The response is to be the full listing, set down exactly.

Data extract:
*****

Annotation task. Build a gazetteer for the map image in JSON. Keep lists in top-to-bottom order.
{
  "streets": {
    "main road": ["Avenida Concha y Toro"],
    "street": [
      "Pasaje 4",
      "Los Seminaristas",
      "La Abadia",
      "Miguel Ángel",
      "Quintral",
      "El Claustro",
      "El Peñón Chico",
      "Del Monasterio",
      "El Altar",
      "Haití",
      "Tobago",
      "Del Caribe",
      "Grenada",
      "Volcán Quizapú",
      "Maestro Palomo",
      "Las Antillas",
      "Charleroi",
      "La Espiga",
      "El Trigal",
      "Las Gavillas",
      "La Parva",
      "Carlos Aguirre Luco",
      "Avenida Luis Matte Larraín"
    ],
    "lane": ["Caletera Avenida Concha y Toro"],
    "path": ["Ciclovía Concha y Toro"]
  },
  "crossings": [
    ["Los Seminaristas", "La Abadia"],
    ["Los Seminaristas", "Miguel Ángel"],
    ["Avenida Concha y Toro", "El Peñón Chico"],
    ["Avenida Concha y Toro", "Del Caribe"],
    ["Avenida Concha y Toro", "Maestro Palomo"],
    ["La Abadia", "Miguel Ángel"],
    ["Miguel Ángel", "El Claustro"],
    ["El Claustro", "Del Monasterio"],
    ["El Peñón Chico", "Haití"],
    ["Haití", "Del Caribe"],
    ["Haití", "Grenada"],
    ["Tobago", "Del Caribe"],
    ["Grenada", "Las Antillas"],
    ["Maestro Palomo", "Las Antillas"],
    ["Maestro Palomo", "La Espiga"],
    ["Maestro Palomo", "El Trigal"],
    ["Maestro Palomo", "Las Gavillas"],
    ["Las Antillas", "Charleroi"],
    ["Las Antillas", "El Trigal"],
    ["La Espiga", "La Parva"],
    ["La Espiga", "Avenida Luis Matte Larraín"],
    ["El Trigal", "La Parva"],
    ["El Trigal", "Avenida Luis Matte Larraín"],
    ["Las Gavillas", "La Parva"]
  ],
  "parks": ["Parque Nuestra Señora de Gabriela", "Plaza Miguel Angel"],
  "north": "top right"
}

*****

Response to the exercise:
Annotation task. Build a gazetteer for the map image in JSON. Keep lists in top-to-bottom order.
{
  "streets": {
    "main road": ["Avenida Concha y Toro"],
    "street": [
      "Pasaje 4",
      "Los Seminaristas",
      "La Abadia",
      "Miguel Ángel",
      "Quintral",
      "El Claustro",
      "El Peñón Chico",
      "Del Monasterio",
      "El Altar",
      "Haití",
      "Tobago",
      "Del Caribe",
      "Grenada",
      "Volcán Quizapú",
      "Maestro Palomo",
      "Las Antillas",
      "Charleroi",
      "La Espiga",
      "El Trigal",
      "Las Gavillas",
      "La Parva",
      "Carlos Aguirre Luco",
      "Avenida Luis Matte Larraín"
    ],
    "lane": ["Caletera Avenida Concha y Toro"],
    "path": ["Ciclovía Concha y Toro"]
  },
  "crossings": [
    ["Los Seminaristas", "La Abadia"],
    ["Los Seminaristas", "Miguel Ángel"],
    ["Avenida Concha y Toro", "El Peñón Chico"],
    ["Avenida Concha y Toro", "Del Caribe"],
    ["Avenida Concha y Toro", "Maestro Palomo"],
    ["La Abadia", "Miguel Ángel"],
    ["Miguel Ángel", "El Claustro"],
    ["El Claustro", "Del Monasterio"],
    ["El Peñón Chico", "Haití"],
    ["Haití", "Del Caribe"],
    ["Haití", "Grenada"],
    ["Tobago", "Del Caribe"],
    ["Grenada", "Las Antillas"],
    ["Maestro Palomo", "Las Antillas"],
    ["Maestro Palomo", "La Espiga"],
    ["Maestro Palomo", "El Trigal"],
    ["Maestro Palomo", "Las Gavillas"],
    ["Las Antillas", "Charleroi"],
    ["Las Antillas", "El Trigal"],
    ["La Espiga", "La Parva"],
    ["La Espiga", "Avenida Luis Matte Larraín"],
    ["El Trigal", "La Parva"],
    ["El Trigal", "Avenida Luis Matte Larraín"],
    ["Las Gavillas", "La Parva"]
  ],
  "parks": ["Parque Nuestra Señora de Gabriela", "Plaza Miguel Angel"],
  "north": "top right"
}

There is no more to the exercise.